* **Your instructions**
All lines with the word "filters" must be pulled from the entries below.

>>>

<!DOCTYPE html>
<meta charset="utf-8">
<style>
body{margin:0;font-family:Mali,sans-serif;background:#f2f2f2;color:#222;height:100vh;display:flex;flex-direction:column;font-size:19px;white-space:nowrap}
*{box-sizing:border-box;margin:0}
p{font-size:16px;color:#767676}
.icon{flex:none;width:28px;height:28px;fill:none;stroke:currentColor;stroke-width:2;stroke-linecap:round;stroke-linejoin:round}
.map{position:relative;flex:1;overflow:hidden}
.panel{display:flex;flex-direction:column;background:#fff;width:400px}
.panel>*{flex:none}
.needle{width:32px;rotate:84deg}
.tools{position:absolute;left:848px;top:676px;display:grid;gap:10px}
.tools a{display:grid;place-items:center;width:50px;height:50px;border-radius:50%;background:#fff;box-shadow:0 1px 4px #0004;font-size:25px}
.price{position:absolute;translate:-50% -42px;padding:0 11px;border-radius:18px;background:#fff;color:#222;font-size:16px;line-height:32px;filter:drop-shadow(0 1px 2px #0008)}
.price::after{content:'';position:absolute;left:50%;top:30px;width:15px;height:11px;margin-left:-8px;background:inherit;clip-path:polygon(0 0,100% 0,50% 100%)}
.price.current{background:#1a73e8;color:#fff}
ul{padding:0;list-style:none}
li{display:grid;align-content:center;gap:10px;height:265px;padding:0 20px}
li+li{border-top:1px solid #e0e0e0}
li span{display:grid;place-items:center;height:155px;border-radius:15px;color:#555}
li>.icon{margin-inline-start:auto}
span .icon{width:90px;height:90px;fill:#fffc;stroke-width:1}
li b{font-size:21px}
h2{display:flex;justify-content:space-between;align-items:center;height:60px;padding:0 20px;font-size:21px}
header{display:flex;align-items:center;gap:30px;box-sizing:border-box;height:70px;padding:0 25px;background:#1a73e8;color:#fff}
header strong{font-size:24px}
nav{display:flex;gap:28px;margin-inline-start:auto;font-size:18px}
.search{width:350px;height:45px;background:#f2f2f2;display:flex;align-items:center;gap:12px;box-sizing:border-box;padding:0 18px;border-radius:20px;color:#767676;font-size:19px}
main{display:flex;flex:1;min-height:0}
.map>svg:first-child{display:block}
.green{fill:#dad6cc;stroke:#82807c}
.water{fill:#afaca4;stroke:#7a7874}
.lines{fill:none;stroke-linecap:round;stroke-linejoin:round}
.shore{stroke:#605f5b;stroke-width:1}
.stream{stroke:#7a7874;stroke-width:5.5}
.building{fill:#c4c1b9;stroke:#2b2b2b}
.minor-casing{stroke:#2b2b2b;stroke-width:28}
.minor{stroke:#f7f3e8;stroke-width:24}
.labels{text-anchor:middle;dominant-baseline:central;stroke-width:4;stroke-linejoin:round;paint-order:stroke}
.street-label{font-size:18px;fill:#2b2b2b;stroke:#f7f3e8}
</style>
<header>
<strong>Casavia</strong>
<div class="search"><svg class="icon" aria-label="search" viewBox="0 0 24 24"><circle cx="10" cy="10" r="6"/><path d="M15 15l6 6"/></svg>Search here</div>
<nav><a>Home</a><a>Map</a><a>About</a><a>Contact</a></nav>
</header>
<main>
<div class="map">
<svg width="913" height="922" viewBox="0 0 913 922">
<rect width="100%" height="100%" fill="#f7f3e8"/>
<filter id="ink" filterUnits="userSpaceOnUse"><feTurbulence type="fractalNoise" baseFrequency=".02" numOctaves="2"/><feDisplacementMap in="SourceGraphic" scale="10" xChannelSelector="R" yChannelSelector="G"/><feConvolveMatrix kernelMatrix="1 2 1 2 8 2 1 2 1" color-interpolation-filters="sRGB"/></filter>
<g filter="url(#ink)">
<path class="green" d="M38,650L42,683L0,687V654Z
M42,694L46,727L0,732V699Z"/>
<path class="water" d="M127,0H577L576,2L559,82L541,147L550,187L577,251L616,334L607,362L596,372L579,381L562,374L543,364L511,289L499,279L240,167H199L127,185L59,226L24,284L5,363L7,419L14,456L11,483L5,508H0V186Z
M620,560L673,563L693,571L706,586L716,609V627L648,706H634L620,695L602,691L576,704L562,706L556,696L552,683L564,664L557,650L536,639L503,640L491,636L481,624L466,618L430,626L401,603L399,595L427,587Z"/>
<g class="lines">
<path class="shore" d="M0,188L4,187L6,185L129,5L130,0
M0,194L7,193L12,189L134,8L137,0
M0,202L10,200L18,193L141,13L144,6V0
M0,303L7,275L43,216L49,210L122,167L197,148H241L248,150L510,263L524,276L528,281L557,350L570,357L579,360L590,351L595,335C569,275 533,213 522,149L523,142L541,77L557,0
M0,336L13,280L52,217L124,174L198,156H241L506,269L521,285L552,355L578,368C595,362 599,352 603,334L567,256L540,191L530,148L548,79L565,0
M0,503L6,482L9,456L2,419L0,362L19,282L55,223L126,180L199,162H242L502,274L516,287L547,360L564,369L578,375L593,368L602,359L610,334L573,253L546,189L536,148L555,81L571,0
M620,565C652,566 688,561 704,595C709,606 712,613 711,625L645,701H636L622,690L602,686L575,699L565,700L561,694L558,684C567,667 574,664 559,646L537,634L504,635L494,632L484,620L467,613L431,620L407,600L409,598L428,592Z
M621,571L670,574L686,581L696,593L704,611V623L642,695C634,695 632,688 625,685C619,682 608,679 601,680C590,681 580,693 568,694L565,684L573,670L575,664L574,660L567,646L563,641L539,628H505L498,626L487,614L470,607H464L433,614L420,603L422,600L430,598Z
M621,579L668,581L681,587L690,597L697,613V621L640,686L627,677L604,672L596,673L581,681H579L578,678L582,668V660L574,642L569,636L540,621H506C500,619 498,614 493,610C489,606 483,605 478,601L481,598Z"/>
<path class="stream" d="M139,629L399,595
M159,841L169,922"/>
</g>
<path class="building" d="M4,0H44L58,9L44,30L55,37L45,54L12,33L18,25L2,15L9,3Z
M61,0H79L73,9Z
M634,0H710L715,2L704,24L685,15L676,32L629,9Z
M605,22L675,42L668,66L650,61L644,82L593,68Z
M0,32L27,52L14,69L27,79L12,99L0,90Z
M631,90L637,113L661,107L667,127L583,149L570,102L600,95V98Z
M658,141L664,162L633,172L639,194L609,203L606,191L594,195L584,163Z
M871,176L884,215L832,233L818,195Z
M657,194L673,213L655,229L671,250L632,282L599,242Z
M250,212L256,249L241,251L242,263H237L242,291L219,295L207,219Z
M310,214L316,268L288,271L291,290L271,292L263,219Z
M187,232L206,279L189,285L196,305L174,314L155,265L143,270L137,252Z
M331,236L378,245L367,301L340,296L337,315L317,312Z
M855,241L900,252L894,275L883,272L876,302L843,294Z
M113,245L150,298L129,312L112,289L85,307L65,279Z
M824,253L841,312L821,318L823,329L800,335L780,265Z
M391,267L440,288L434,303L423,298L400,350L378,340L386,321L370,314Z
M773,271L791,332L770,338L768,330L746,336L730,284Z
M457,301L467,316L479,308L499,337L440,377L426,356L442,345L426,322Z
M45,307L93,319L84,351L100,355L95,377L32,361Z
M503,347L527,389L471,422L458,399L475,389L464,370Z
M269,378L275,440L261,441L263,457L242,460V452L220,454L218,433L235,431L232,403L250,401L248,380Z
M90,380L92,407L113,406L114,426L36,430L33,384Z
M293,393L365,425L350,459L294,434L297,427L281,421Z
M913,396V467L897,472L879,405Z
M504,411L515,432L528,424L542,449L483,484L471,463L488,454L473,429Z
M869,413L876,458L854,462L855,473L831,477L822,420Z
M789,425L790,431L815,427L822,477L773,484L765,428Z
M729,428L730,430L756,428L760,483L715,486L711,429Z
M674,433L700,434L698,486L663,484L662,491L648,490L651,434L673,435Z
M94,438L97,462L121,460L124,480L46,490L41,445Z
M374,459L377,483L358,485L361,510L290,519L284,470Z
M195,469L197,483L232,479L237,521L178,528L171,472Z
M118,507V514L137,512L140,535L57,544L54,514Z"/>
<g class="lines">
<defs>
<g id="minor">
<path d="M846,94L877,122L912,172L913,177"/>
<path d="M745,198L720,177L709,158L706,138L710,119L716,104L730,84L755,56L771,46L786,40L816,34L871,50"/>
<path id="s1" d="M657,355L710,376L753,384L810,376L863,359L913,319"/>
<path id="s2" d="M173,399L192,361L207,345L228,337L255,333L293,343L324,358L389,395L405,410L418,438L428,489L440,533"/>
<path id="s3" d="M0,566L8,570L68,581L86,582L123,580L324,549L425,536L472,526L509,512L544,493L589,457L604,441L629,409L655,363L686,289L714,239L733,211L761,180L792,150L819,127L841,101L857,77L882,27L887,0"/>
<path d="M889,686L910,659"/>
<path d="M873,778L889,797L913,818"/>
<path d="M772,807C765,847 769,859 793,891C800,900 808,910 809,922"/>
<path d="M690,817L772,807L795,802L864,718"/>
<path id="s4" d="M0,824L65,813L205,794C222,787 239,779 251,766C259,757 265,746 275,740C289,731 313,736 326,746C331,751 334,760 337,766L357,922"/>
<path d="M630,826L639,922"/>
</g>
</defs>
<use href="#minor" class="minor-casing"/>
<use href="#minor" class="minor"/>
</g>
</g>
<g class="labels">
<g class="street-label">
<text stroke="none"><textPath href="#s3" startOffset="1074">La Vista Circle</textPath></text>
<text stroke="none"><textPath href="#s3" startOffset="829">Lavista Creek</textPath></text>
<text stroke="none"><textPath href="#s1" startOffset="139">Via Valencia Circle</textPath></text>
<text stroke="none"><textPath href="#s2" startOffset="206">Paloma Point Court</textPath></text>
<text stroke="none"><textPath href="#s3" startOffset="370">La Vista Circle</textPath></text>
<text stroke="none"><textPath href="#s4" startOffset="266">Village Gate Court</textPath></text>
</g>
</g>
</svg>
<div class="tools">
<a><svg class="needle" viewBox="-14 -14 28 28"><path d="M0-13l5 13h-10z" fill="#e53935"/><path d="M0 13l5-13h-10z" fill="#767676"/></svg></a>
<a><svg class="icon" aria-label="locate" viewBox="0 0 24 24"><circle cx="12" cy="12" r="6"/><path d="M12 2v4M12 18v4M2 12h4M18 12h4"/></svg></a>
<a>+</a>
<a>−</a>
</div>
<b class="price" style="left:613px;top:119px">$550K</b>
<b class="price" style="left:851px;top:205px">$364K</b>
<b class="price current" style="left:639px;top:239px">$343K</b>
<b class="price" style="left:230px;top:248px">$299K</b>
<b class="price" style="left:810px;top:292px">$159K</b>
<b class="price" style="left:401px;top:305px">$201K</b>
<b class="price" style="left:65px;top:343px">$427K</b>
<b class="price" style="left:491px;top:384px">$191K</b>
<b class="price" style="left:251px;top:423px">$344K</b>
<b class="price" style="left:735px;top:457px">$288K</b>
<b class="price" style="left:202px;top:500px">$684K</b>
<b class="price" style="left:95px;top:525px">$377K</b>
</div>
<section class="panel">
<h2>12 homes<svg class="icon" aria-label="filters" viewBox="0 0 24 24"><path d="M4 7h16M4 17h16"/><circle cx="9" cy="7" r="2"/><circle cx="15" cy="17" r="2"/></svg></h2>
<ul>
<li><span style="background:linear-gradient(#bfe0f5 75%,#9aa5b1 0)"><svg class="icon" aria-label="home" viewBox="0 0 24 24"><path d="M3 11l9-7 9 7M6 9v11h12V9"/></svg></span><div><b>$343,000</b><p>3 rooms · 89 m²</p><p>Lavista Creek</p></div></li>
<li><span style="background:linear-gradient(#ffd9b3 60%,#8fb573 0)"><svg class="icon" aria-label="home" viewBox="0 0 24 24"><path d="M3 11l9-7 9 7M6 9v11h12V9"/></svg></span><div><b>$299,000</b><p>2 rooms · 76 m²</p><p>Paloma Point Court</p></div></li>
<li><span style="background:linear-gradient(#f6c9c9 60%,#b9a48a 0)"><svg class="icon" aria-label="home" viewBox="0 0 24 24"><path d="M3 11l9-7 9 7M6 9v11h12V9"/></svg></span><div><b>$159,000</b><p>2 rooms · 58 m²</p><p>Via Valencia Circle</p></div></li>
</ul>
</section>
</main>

<<<

* **Response to this exercise**
<filter id="ink" filterUnits="userSpaceOnUse"><feTurbulence type="fractalNoise" baseFrequency=".02" numOctaves="2"/><feDisplacementMap in="SourceGraphic" scale="10" xChannelSelector="R" yChannelSelector="G"/><feConvolveMatrix kernelMatrix="1 2 1 2 8 2 1 2 1" color-interpolation-filters="sRGB"/></filter>
<h2>12 homes<svg class="icon" aria-label="filters" viewBox="0 0 24 24"><path d="M4 7h16M4 17h16"/><circle cx="9" cy="7" r="2"/><circle cx="15" cy="17" r="2"/></svg></h2>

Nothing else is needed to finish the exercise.